- **Exercise directions**: All lines in the data below carrying the string "rows" are to be located and copied.

* * * * * * *

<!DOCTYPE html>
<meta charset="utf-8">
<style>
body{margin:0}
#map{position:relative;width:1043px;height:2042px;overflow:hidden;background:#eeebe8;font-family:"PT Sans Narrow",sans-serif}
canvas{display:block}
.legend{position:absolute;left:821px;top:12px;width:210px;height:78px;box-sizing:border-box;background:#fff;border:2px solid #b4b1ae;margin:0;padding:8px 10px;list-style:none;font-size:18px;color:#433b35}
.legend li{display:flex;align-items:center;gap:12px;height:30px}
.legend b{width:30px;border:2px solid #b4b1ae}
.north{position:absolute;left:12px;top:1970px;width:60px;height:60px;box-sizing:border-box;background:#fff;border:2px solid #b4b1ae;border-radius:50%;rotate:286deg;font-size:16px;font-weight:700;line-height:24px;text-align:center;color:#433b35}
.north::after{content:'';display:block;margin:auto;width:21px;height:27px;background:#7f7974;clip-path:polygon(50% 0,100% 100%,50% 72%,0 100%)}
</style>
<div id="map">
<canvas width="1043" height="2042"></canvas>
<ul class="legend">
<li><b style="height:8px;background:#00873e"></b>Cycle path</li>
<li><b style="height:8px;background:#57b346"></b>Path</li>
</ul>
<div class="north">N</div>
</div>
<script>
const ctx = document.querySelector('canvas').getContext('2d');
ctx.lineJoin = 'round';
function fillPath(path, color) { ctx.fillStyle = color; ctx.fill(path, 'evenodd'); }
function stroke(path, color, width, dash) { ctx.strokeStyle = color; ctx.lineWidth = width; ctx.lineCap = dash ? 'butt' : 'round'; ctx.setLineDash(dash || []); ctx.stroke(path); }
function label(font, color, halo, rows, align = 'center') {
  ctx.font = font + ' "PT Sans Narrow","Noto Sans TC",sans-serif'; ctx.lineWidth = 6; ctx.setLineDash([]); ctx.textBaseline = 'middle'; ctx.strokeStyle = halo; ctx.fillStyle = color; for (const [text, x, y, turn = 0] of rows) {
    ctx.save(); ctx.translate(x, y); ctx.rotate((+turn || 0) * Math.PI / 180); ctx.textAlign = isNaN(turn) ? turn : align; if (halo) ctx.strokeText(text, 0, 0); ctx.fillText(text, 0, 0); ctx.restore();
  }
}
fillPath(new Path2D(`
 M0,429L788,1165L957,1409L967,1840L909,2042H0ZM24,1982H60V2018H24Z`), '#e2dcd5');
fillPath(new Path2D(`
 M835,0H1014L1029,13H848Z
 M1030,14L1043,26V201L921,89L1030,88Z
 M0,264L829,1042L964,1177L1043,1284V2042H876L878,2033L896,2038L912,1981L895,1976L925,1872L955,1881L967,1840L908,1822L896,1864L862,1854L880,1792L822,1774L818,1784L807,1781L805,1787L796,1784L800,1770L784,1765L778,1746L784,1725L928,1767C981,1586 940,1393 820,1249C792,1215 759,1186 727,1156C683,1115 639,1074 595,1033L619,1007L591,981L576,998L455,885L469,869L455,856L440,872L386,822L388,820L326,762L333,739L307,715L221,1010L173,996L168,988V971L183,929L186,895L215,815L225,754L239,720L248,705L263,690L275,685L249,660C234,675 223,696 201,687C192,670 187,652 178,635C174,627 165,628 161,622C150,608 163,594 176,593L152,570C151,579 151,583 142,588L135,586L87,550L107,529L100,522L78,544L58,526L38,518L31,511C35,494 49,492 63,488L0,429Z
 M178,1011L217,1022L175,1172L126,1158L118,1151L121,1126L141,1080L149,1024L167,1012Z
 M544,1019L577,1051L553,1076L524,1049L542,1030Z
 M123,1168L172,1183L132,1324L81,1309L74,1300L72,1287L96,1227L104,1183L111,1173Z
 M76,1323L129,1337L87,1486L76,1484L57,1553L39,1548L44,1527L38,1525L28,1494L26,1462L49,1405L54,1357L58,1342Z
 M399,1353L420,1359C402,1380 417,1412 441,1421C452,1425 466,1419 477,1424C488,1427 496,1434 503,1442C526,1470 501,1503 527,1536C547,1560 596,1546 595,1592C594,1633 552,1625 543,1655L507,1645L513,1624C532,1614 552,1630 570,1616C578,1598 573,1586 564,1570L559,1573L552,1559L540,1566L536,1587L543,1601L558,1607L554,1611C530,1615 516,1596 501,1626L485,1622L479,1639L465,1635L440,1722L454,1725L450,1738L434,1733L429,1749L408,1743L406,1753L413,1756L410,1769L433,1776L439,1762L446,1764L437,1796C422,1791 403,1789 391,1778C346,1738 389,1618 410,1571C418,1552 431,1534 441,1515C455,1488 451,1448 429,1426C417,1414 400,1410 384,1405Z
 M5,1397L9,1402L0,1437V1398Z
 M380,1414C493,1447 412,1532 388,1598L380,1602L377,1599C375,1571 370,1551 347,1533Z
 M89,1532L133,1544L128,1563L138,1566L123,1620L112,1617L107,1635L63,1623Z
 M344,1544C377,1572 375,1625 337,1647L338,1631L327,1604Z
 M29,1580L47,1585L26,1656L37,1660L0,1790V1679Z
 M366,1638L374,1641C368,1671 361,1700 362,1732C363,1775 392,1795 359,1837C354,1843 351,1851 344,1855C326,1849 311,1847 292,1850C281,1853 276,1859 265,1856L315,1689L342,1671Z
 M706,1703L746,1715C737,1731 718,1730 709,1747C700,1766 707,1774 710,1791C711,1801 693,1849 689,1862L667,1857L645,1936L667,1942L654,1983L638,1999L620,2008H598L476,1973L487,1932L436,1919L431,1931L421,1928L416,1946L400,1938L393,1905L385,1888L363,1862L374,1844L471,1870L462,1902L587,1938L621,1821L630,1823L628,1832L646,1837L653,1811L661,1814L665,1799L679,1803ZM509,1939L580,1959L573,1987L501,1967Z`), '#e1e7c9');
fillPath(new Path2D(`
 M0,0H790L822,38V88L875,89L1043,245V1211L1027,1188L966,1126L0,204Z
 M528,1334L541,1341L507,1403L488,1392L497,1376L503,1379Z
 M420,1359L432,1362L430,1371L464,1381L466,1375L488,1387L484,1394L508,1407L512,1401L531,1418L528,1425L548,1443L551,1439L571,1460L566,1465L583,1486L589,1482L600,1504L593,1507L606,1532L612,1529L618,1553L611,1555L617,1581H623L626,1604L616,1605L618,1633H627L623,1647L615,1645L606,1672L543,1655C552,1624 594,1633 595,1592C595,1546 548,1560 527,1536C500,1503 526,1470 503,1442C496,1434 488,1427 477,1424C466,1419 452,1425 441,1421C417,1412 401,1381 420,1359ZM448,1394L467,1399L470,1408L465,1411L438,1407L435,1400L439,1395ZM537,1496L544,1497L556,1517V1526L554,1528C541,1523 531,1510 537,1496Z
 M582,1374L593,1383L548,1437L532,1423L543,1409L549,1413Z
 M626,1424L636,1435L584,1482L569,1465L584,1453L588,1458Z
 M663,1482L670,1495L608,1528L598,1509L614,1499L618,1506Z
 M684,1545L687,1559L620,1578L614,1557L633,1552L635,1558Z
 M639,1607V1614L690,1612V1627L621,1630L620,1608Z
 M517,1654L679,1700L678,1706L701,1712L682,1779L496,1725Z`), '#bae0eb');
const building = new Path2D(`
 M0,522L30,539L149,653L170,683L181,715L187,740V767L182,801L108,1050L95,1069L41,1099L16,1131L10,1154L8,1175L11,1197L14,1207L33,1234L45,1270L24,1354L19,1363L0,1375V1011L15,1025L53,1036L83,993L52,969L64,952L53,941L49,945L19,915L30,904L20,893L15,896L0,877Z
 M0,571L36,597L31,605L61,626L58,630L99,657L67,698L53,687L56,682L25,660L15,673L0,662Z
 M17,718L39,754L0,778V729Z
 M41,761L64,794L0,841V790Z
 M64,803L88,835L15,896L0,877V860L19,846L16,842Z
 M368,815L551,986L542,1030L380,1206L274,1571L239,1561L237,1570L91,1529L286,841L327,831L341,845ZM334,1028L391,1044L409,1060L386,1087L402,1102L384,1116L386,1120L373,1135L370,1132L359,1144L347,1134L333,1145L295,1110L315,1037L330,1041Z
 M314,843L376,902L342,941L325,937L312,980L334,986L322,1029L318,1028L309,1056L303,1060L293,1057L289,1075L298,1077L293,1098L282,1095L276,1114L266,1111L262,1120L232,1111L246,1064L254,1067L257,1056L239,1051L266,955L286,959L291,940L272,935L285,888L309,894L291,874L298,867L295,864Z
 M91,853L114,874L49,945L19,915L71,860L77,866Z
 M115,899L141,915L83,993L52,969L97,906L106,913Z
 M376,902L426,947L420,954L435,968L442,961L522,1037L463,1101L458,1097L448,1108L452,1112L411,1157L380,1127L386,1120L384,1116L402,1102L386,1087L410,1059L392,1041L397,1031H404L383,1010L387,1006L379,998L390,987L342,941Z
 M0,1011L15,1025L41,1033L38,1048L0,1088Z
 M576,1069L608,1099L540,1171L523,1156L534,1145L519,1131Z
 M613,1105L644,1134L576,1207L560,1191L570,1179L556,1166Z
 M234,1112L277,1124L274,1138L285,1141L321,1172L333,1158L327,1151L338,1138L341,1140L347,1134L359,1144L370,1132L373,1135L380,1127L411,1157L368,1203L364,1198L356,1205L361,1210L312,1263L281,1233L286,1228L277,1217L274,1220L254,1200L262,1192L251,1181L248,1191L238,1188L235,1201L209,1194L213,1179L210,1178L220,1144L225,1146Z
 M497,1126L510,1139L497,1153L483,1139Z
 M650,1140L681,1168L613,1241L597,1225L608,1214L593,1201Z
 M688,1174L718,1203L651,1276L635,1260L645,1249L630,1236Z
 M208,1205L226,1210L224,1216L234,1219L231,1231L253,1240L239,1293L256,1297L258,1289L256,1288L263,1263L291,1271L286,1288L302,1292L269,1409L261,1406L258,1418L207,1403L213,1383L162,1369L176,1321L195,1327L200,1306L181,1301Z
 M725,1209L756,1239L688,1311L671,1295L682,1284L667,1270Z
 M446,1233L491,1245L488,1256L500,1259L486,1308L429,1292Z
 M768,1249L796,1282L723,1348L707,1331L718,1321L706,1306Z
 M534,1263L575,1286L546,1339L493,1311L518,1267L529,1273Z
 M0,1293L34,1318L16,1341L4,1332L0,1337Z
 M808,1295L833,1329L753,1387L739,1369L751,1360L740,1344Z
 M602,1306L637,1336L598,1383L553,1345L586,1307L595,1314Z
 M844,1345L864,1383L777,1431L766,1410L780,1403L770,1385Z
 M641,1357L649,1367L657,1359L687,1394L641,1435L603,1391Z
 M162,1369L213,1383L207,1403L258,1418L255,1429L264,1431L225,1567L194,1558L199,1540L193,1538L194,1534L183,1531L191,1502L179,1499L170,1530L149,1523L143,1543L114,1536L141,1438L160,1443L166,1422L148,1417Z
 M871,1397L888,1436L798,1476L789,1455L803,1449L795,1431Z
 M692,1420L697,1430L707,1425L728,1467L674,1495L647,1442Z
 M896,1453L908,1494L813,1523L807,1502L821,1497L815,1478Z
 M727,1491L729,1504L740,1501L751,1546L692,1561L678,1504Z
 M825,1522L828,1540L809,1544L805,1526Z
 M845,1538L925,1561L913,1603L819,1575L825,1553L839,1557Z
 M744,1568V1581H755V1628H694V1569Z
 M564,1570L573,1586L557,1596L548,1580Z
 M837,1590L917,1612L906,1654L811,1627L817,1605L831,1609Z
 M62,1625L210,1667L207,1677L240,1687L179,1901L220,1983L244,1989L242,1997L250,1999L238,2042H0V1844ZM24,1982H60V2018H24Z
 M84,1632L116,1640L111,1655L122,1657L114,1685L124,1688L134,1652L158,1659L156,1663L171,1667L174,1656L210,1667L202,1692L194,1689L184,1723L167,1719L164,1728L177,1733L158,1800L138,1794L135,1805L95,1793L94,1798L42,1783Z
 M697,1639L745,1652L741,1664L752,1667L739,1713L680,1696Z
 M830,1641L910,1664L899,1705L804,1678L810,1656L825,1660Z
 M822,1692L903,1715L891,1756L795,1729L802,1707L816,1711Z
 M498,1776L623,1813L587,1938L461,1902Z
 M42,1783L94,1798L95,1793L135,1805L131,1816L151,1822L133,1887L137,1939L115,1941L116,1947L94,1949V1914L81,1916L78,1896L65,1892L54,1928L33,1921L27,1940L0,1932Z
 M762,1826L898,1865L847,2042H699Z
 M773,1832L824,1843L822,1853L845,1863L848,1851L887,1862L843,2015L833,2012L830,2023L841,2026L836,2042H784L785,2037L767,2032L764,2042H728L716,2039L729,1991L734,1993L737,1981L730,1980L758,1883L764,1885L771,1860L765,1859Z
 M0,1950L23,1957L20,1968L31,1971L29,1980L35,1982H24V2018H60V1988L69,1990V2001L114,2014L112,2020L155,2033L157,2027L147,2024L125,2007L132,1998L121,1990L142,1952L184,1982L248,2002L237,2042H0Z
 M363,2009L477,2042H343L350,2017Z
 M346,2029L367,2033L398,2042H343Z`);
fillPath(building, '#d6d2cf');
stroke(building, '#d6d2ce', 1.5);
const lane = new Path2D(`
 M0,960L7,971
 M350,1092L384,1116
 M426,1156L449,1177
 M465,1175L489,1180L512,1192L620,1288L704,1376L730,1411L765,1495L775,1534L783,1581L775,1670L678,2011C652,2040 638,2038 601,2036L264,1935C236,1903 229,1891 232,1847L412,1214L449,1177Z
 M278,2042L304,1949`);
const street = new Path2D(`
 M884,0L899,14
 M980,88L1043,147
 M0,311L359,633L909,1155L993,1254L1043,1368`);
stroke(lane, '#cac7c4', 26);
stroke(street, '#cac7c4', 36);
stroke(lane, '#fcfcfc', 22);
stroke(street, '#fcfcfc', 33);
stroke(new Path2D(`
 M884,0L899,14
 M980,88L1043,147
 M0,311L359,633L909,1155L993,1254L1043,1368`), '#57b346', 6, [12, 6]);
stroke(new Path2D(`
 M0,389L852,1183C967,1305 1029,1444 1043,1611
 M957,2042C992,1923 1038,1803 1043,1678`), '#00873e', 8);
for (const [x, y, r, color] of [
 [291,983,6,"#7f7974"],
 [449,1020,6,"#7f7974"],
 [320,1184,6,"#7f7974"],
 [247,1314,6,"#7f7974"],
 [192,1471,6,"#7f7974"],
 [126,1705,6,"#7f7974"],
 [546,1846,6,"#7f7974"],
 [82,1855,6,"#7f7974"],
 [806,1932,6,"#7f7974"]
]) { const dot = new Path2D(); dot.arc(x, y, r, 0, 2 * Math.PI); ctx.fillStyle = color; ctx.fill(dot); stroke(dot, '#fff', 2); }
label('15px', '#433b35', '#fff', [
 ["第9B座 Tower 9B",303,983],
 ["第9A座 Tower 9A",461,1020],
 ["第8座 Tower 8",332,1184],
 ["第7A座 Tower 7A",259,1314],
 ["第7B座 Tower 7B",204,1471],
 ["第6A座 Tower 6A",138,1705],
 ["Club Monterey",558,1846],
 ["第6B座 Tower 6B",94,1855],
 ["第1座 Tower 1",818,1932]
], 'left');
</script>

* * * * * * *

- **Result of this task**:
function label(font, color, halo, rows, align = 'center') {
  ctx.font = font + ' "PT Sans Narrow","Noto Sans TC",sans-serif'; ctx.lineWidth = 6; ctx.setLineDash([]); ctx.textBaseline = 'middle'; ctx.strokeStyle = halo; ctx.fillStyle = color; for (const [text, x, y, turn = 0] of rows) {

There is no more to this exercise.